**EXERCISE REQUIREMENTS**. Gather up every line from the entries below that uses the word "into".

*** Opening of RAW DATA ***

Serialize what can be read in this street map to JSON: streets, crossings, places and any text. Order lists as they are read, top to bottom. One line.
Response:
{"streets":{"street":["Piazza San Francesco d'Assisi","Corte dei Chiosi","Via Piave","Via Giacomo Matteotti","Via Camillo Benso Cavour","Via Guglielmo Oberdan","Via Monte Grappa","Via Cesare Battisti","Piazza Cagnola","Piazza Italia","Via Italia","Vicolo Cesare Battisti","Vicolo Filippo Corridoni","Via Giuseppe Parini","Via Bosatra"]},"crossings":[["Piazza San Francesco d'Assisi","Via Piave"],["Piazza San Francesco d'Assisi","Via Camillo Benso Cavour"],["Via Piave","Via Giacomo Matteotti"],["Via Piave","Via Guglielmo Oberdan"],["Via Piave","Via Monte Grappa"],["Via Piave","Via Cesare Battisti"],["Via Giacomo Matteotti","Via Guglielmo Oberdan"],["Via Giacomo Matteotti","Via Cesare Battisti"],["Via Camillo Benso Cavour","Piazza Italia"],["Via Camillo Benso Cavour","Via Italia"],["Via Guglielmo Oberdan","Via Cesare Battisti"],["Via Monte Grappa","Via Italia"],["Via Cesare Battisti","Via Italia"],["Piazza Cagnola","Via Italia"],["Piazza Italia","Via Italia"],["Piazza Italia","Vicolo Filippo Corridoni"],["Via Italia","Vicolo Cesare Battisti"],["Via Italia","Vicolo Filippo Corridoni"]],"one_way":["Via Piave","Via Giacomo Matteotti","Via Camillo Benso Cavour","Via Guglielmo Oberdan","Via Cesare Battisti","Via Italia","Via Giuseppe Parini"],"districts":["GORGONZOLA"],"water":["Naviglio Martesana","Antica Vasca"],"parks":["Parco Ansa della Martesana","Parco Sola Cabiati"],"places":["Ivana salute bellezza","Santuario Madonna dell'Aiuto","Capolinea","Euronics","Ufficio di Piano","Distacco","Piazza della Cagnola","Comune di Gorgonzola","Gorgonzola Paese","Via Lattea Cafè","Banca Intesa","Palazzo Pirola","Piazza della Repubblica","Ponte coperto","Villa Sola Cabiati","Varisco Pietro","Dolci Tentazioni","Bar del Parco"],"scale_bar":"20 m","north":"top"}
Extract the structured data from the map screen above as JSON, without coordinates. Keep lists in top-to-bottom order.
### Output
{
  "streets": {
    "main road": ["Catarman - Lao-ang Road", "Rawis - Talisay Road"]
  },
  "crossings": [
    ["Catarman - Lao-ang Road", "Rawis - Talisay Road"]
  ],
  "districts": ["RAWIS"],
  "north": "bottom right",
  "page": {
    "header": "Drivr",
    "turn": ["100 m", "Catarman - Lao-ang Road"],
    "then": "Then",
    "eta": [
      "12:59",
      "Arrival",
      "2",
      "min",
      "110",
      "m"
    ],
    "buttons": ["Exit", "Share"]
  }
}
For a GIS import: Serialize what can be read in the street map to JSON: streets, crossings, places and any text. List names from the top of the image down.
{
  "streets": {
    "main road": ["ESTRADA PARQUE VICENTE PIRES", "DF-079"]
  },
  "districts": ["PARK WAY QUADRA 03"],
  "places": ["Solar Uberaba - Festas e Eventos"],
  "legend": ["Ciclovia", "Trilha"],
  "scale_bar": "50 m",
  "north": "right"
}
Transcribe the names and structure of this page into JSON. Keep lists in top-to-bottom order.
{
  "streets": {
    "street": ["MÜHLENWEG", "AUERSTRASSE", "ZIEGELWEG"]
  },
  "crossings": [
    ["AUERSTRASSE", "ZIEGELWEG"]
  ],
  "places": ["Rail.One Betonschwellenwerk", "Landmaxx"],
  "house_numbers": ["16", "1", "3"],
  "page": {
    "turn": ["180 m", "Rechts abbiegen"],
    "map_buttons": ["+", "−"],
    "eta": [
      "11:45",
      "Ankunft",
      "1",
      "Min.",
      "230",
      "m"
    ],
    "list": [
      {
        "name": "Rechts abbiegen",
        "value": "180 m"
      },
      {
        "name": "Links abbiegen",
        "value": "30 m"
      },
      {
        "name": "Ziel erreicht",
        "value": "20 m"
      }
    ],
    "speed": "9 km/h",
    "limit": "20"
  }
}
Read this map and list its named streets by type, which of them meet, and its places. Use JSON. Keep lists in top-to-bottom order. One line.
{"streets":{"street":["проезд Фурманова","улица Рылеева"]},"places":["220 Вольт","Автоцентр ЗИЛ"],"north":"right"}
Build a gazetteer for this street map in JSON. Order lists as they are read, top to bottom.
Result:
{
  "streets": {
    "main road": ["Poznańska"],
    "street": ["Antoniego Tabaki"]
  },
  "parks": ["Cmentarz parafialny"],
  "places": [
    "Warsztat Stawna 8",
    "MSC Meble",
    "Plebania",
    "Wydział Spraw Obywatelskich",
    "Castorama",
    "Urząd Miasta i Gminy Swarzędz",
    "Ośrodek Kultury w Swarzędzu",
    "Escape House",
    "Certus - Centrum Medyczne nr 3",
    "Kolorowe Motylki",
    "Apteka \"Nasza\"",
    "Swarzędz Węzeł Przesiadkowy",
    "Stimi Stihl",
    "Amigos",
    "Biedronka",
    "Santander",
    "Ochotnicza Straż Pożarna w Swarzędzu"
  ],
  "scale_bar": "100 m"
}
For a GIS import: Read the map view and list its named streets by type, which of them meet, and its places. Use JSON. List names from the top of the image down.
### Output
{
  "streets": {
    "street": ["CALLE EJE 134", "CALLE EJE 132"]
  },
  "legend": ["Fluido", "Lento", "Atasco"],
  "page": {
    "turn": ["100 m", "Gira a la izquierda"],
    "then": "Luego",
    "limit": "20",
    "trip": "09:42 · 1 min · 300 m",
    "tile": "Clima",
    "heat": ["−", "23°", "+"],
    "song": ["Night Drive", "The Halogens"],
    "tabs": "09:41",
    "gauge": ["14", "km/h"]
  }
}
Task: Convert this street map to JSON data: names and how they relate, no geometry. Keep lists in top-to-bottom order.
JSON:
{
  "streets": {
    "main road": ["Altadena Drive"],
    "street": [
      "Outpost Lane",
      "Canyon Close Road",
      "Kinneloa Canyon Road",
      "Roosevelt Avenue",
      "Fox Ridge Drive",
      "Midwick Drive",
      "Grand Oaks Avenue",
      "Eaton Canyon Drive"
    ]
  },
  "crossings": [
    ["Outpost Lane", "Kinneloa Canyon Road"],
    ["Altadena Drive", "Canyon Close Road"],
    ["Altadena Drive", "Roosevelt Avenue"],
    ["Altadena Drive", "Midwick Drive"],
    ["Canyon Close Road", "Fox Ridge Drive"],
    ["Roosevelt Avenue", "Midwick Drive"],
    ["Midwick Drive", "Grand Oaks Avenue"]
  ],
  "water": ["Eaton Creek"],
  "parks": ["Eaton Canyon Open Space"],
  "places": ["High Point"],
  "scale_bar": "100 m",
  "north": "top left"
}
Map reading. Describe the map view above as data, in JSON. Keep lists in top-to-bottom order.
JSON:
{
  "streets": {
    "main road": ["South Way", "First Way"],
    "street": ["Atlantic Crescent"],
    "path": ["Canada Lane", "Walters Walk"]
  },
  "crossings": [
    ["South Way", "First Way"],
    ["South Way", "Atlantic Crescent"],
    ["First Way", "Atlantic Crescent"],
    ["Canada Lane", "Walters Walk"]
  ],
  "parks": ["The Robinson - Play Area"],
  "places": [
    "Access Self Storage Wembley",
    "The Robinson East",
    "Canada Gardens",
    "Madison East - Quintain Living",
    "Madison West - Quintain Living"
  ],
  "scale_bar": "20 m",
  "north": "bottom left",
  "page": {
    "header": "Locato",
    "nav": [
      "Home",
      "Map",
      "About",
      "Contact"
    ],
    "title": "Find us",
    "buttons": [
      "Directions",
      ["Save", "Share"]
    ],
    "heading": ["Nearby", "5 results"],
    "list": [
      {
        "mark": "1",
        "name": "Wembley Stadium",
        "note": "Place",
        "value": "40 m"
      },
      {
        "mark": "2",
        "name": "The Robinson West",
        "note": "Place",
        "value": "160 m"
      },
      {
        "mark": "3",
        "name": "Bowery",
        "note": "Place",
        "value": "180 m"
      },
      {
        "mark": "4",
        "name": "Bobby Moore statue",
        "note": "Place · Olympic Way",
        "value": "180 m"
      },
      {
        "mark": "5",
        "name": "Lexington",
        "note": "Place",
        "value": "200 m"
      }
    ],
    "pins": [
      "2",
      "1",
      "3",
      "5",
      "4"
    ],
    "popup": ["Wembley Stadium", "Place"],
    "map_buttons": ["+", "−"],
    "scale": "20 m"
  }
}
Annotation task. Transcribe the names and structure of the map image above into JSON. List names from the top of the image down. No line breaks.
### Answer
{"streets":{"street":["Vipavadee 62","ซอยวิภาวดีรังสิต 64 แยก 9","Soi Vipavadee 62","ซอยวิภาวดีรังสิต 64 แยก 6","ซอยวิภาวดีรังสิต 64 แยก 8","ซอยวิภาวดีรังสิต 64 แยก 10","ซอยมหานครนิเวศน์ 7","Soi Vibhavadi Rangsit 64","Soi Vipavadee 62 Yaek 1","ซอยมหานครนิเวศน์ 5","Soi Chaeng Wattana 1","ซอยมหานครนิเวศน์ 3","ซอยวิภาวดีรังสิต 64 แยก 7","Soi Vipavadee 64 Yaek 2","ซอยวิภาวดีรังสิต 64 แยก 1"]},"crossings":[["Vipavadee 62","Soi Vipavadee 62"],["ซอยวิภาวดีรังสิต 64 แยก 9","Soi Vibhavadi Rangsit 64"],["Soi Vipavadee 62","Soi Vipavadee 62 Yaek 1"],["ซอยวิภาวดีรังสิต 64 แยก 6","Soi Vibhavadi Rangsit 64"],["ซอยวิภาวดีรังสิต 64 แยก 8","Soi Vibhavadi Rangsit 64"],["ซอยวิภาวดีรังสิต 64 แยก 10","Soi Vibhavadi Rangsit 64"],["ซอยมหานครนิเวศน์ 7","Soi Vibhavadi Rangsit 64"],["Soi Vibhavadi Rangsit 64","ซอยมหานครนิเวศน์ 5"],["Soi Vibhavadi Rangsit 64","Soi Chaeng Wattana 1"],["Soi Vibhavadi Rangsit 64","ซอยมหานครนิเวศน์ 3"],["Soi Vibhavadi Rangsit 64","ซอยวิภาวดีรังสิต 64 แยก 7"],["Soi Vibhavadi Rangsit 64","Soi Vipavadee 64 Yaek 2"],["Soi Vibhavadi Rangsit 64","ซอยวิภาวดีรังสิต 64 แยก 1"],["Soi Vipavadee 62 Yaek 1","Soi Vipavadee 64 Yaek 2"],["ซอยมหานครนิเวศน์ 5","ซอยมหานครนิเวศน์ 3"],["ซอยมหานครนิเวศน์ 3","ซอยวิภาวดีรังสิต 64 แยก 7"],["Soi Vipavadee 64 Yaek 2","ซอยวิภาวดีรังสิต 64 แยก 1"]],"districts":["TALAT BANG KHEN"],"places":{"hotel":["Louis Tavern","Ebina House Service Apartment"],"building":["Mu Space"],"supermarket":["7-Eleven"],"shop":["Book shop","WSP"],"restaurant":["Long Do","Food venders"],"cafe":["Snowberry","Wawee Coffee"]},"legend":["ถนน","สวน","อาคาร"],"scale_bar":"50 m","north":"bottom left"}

*** Close of RAW DATA ***

**EXERCISE RESULT**.
Transcribe the names and structure of this page into JSON. Keep lists in top-to-bottom order.
Annotation task. Transcribe the names and structure of the map image above into JSON. List names from the top of the image down. No line breaks.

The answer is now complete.